> **TASK OBJECTIVE**:
Scan each line of the records for the word "lineWidth" and extract the ones that have it.

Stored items
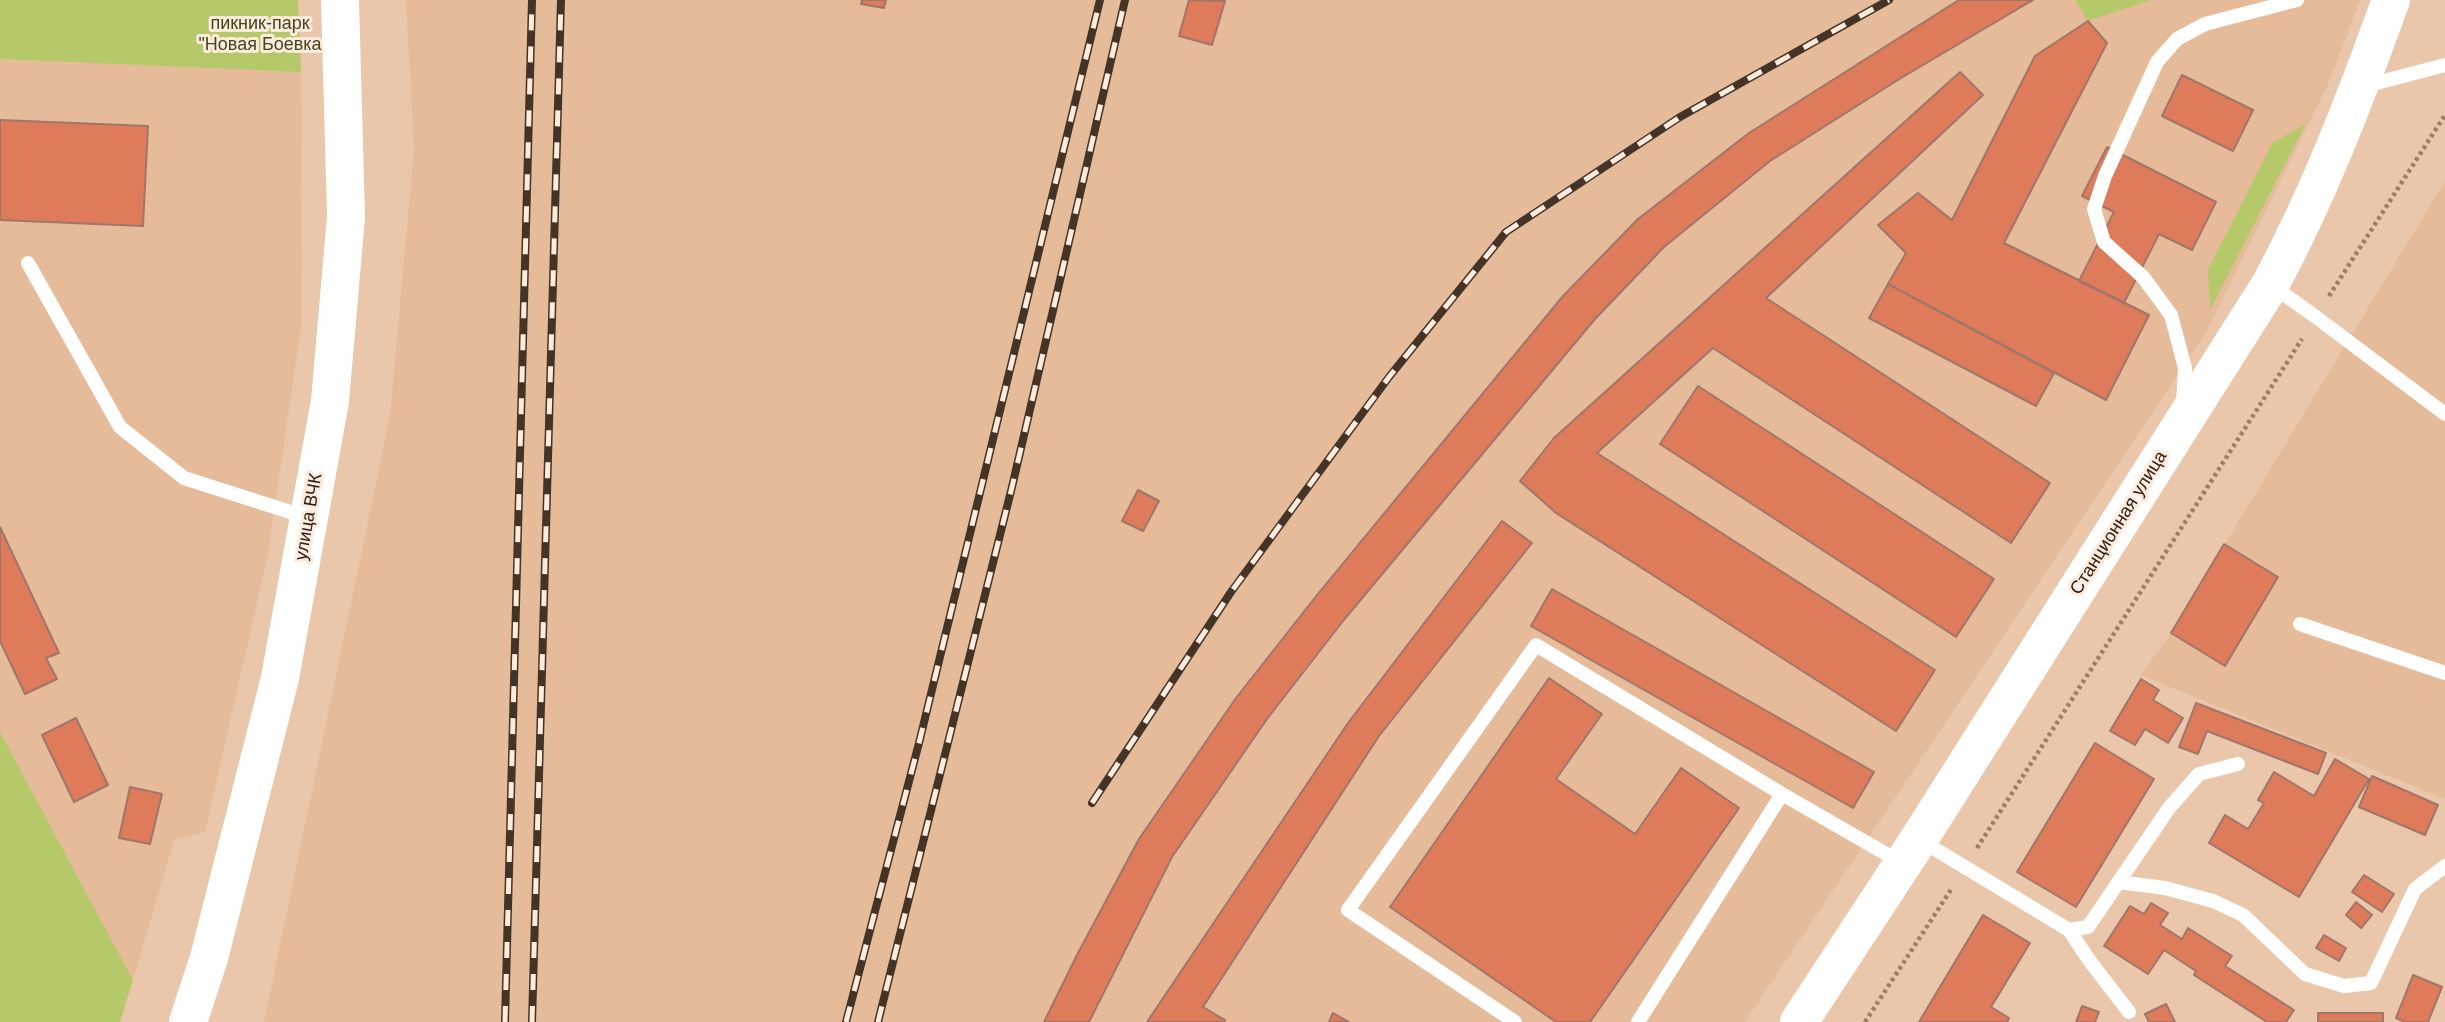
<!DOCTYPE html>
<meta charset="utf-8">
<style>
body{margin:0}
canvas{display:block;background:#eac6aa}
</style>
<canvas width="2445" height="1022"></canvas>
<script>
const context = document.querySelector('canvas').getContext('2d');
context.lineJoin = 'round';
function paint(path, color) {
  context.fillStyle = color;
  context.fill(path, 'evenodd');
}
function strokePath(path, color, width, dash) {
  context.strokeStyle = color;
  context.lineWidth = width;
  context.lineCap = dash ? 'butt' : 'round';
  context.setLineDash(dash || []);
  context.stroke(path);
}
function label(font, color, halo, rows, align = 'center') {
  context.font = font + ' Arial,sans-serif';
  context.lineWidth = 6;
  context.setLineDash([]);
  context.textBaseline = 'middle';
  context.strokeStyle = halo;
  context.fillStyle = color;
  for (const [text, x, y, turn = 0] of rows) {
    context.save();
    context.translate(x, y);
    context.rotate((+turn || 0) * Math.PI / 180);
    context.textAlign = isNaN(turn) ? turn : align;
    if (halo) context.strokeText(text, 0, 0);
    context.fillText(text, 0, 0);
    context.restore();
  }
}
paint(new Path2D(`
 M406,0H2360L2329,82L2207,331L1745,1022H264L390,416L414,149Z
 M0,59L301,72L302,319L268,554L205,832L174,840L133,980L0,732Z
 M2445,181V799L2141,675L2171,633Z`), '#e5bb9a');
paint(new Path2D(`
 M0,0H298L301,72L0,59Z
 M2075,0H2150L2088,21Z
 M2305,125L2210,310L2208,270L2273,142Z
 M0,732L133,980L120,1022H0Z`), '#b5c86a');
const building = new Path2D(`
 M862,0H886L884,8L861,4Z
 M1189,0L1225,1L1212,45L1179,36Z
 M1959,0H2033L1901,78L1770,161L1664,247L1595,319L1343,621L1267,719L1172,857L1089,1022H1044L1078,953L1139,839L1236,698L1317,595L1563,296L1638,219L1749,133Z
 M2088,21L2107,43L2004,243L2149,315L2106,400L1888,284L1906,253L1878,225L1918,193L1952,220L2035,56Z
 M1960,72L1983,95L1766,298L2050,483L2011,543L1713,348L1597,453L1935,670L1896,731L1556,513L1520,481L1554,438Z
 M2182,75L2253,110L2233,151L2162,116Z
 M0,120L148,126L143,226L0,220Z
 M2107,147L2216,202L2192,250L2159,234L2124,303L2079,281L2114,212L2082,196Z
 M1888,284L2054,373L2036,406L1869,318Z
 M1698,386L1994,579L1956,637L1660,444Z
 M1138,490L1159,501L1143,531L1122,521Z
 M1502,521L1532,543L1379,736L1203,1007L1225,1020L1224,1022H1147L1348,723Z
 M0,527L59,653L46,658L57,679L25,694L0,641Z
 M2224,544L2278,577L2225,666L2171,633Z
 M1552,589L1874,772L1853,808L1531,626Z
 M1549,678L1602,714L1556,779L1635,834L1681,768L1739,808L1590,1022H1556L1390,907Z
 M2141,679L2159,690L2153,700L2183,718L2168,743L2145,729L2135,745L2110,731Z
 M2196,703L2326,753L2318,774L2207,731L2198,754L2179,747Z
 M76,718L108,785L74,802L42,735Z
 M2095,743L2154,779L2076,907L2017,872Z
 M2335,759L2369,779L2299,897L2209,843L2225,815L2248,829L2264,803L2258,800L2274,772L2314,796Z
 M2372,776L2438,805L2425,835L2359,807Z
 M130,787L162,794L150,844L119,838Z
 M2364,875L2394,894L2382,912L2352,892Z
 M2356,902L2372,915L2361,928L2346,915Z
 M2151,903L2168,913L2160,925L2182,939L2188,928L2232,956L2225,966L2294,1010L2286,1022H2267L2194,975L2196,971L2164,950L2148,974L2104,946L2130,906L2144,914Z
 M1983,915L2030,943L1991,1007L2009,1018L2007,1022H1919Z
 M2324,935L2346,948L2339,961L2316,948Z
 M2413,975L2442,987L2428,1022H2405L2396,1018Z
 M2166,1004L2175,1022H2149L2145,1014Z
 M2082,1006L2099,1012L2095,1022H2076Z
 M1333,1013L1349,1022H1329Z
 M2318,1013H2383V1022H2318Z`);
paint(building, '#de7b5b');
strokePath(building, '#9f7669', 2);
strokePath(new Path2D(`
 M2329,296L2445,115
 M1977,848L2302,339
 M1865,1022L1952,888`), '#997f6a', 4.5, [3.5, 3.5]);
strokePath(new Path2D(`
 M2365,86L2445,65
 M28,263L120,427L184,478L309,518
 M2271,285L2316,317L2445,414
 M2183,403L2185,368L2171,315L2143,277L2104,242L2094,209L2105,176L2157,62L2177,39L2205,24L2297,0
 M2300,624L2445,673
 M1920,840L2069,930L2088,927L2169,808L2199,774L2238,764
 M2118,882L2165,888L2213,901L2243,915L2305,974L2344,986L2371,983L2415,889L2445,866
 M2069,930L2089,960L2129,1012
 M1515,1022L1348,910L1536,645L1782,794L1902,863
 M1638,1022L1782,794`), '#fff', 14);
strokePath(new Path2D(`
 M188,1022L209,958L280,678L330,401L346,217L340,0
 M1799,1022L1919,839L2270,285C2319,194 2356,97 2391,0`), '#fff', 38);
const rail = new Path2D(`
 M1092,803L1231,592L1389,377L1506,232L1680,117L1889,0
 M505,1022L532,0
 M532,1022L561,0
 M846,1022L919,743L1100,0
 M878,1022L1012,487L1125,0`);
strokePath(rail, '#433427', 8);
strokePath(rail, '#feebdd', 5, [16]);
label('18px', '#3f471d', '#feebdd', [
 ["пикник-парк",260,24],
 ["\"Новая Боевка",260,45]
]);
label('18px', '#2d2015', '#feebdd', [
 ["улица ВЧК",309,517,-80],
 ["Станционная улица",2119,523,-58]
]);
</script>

> **FINISHED EXERCISE**:
  context.lineWidth = width;
  context.lineWidth = 6;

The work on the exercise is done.